Math 202A: Lectures 10 and 11

In this pair of lectures we consider the familiar topic of subspaces and projections, continuing our program of studying a subject you already know from a (possibly) new point of view. Probably you have heard of the textbook Linear Algebra Done Right, which prompted a reactionary response in the form an antithetical textbook called Linear Algebra Done Wrong. As to which is better, the debate rages on. Math 202A is Linear Algebra Done Weird. I believe that title is unclaimed; let me know if you have a better one to suggest.

As in previous lectures, we will use category-theoretic thinking to guide us towards analogies between the classical computational category $\mathbf{FSet}$ of finite sets and the quantum computational category $\mathbf{FHil}$ of finite-dimensional Hilbert spaces.

In this pair of lectures, we look at subobjects in these categories and compare and contrast the classical (set-theoretic) and quantum (linear-algebraic) aspects of subobjects.
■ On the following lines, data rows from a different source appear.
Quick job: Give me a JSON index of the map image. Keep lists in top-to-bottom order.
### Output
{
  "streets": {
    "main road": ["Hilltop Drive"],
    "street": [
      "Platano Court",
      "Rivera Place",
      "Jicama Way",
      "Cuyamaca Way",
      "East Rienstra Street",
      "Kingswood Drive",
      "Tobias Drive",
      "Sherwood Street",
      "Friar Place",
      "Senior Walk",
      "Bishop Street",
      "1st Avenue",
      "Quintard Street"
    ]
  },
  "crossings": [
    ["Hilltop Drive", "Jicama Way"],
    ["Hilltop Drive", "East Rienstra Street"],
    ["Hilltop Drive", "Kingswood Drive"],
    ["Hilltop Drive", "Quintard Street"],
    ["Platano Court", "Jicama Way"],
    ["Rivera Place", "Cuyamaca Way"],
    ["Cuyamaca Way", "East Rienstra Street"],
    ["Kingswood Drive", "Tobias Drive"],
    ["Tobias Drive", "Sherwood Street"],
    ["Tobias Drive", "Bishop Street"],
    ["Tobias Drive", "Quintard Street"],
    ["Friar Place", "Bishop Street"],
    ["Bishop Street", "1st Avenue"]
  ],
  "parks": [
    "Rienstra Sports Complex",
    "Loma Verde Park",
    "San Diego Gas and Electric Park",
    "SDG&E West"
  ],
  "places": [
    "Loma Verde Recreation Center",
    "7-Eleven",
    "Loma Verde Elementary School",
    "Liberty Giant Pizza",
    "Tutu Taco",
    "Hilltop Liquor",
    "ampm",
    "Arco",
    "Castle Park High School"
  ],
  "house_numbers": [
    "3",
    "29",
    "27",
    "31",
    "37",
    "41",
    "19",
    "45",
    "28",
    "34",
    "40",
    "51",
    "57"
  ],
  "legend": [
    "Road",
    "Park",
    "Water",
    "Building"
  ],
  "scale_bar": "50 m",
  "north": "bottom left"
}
In both cases (and indeed much more generally), we can describe subobjects algebraically as equivalence classes of idempotent endomorphisms. In the classical computational category $\mathbf{FSet},$ there is no canonical way to choose a representative of the equivalence class of idempotents which correspond to a given subobject. However, in the quantum computational category $\mathbf{FHil}$ the geometry of Hilbert space singles out a natural representative in every equivalence class of idempotents characterized by an orthogonality feature.
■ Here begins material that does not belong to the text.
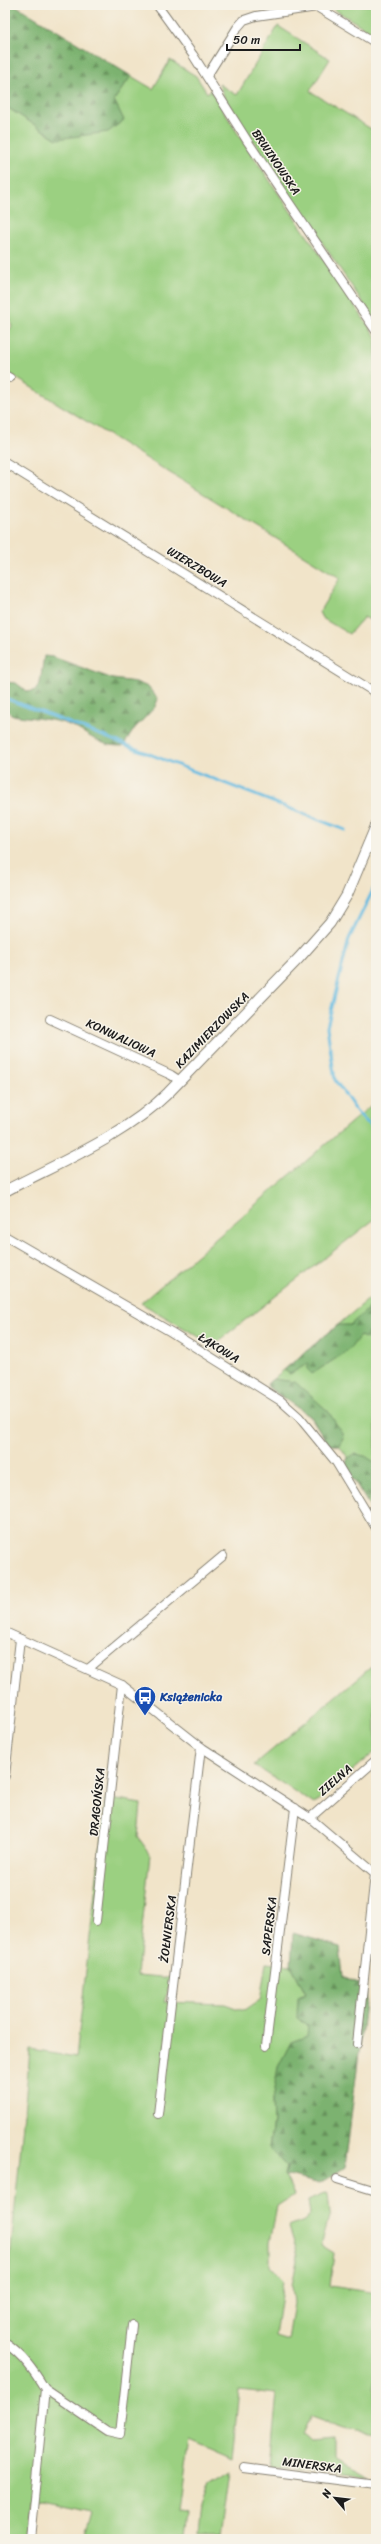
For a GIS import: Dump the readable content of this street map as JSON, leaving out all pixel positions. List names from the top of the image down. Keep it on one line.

We start on the classical side, $\mathbf{FSet},$ where subobjects are just subsets. We have a functor $\mathcal{P} \colon \mathbf{FSet} \rightarrow \mathbf{FLat}$ from finite sets to finite lattices which sends $X$ to its power set,

$\mathcal{P}(X) = \{Y \subseteq X\}.$

The partial order in $\mathcal{P}(X)$ is containment, meaning that for $Y_1,Y_2 \in \mathcal{P}(X)$ we define

$Y_1 \leq Y_2 \iff Y_1 \subseteq Y_2.$

What makes $\mathcal{P}(X)$ a lattice (as opposed to just a poset) is the fact that we have also the meet and join operations,

$Y_1 \vee Y_2 = Y_1 \cup Y_2 \quad\text{ and }\quad Y_1 \wedge Y_2 = Y_1 \cap Y_2,$

which give the smallest set containing both $Y_1,Y_2$ and the largest set contained in both $Y_1,Y_2,$ respectively.
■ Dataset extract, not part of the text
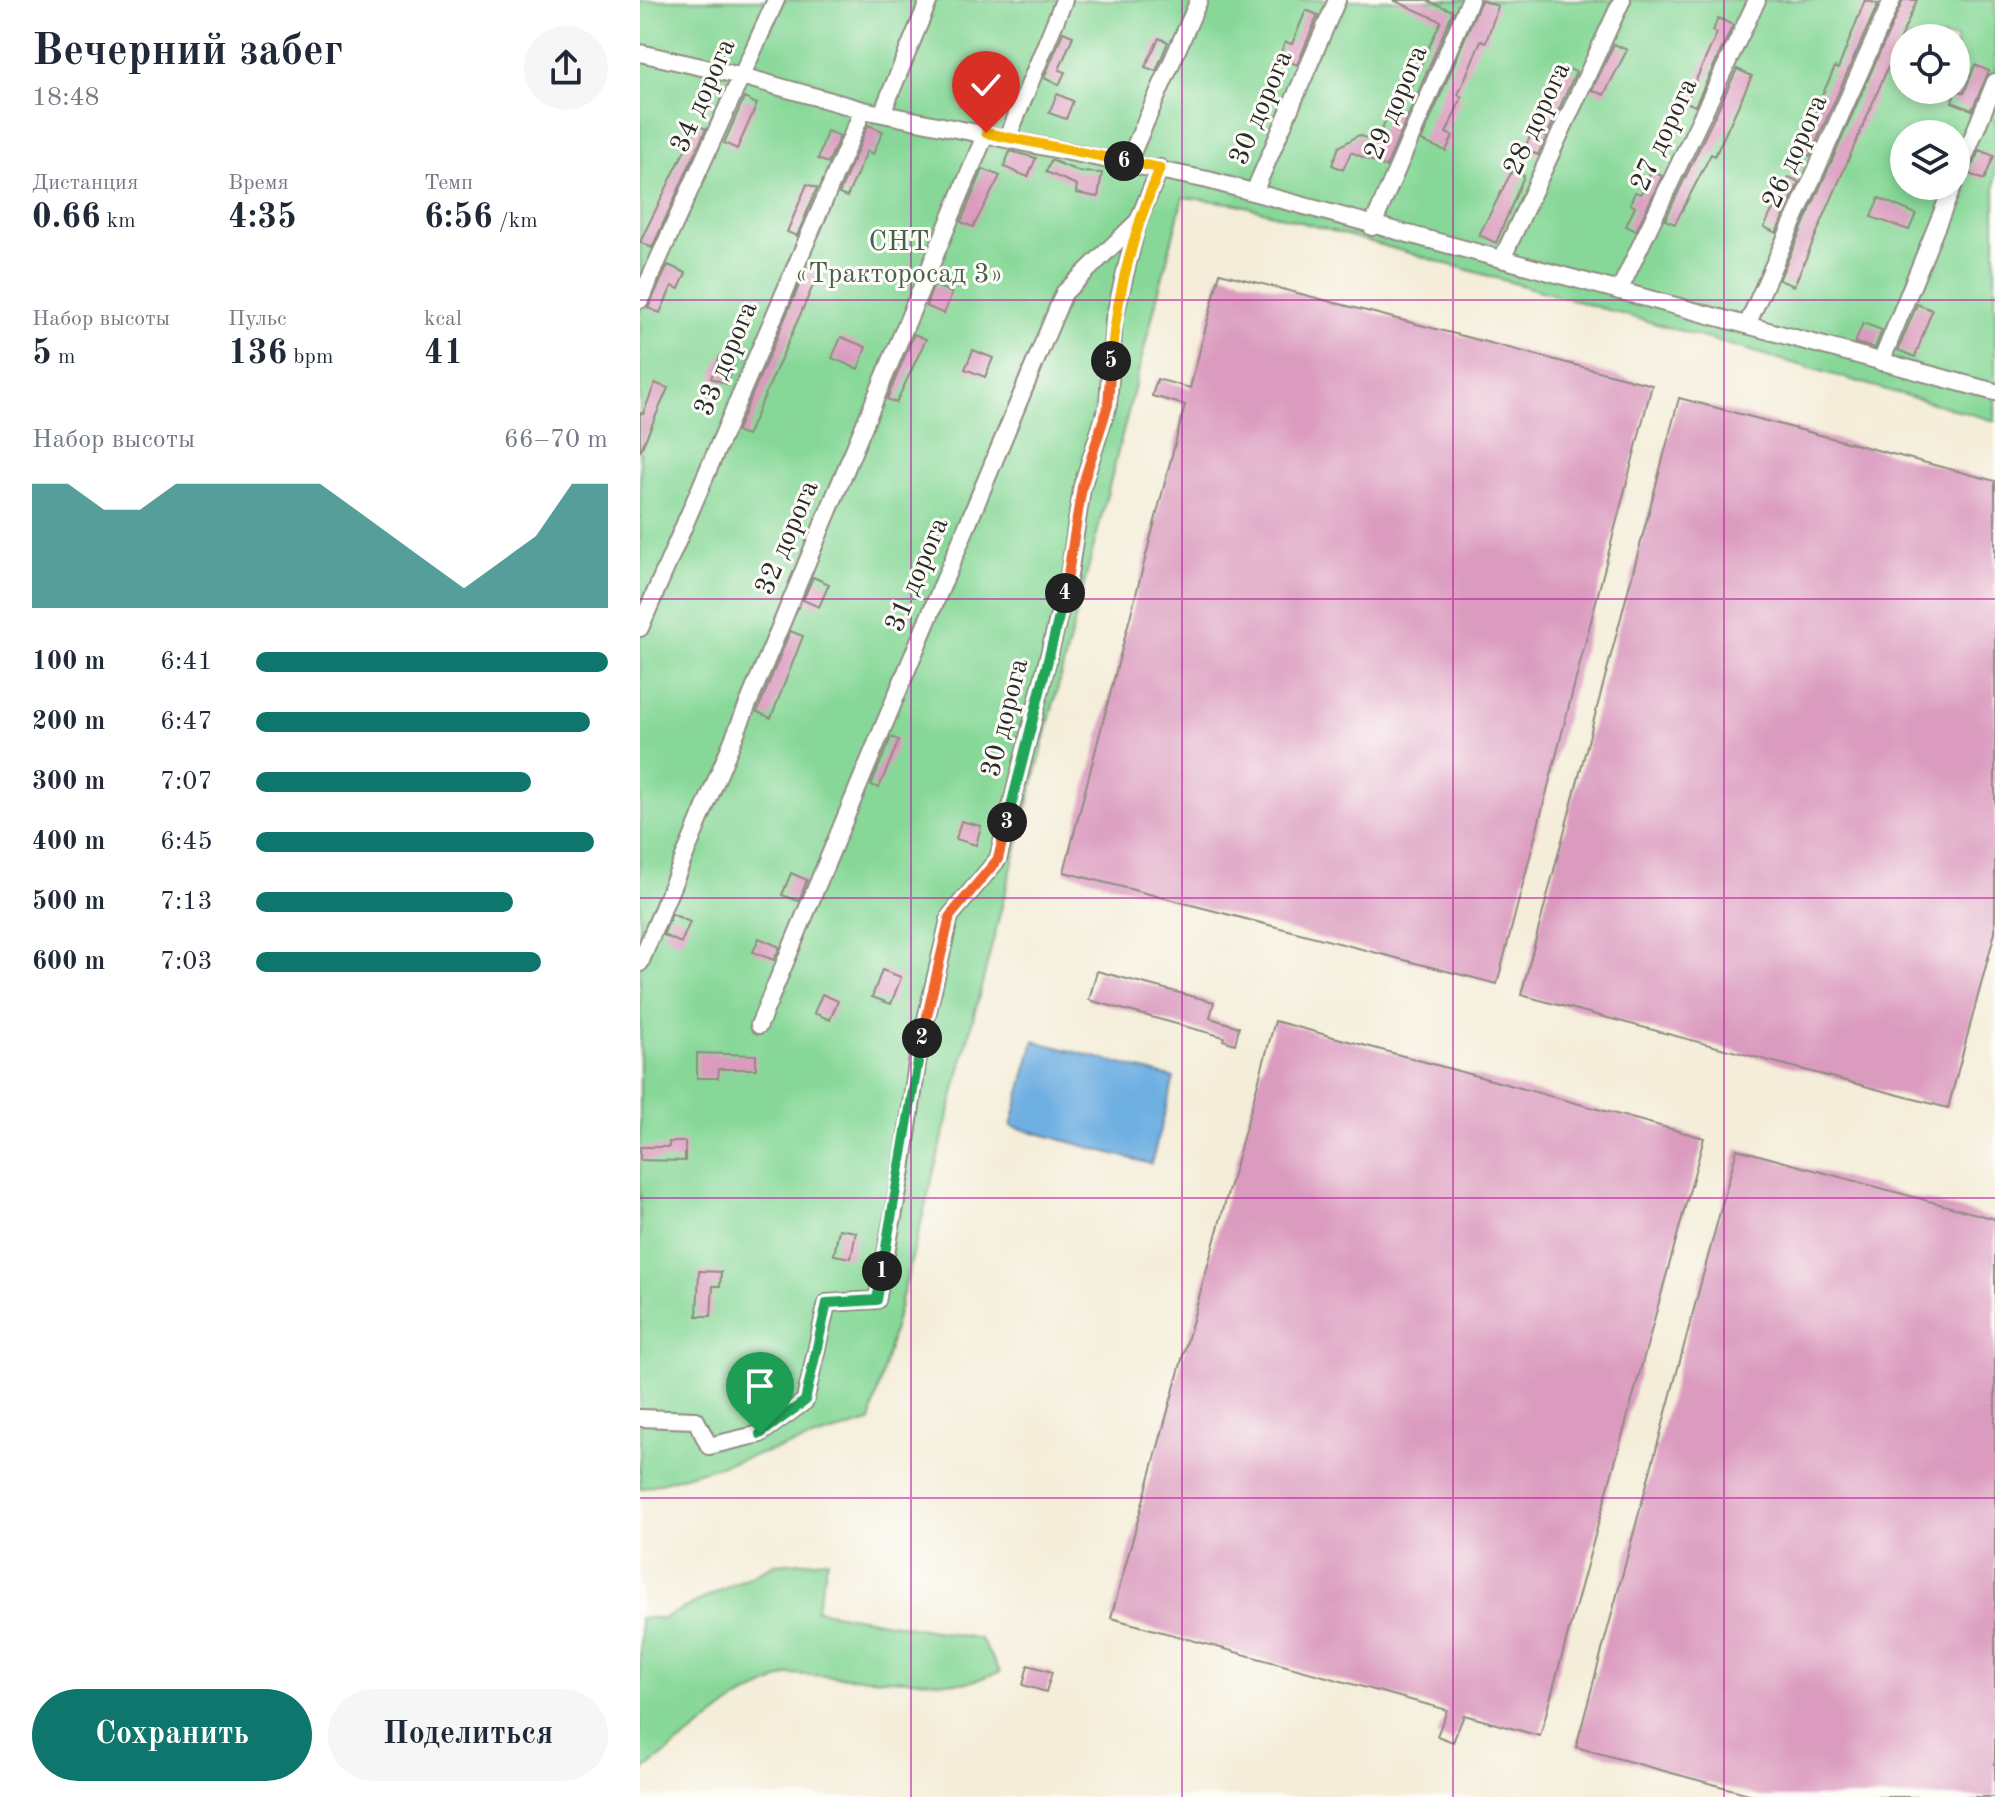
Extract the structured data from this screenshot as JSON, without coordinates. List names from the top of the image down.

The subset lattice $\mathcal{P}(X)$ has a couple of additional properties. First, it is graded, with rank function given by subset cardinality. This means that $\mathcal{P}(X)$ decomposes into a disjoint union of antichains

$\mathcal{P}_0(X),\mathcal{P}_1(X),\dots,\mathcal{P}_n(X)$

in which $n=|X|$ and

$\mathcal{P}_k(X) = \{Y \subseteq X \colon |Y|=k\}$

has cardinality

$|\mathcal{P}_k(X)|= {n \choose k}.$

Second, the subset lattice $\mathcal{P}(X)$ has a natural anti-isomorphism (i.e. order-reversing bijection) given by

$Y \mapsto Y^c = X \backslash Y.$

Taking complements maps $\mathcal{P}_k(X)$ bijectively onto $\mathcal{P}_{n-k}(X),$ which is why

${n \choose k} = {n \choose n-k}.$

Furthermore, for any $Y \in \mathcal{P}(X)$ we have

$|X|=|Y|+|Y^c|.$

Our definition of the power set functor $\mathcal{P}$ is not complete until we say where it sends a given set function $f \in \mathrm{Hom}(X_1,X_2)$ . The corresponding $\mathcal{P}(f) \colon \mathcal{P}(X_1) \to \mathcal{P}(X_2)$ is defined by

$[\mathcal{P}(f)](Y) = f(Y) = \{f(x) \colon x \in y\}.$

As an exercise, you should check that $\mathcal{P}(f)$ really is a morphism in $\mathbf{FLat}.$

Now let us consider how we can detect subobjects of $X$ algebraically, using functions on $X.$

Definition 10.1. A function $f \in \mathrm{End}(X)$ is said to be a retraction onto $Y \in \mathcal{P}(X)$ if $f(x) \in Y$ for all $x \in X$ and $f(y)=y$ for all $y \in Y.$

Notice that Definition 10.1 only applies to nonempty subsets of $X$ . Another remark is that retractions are usually considered as morphisms in the category $\mathbf{Top}$ whose objects are topological spaces and whose morphisms are continuous functions. We can include $\mathbf{Set}$ in $\mathbf{Top}$ by giving every set the discrete topology.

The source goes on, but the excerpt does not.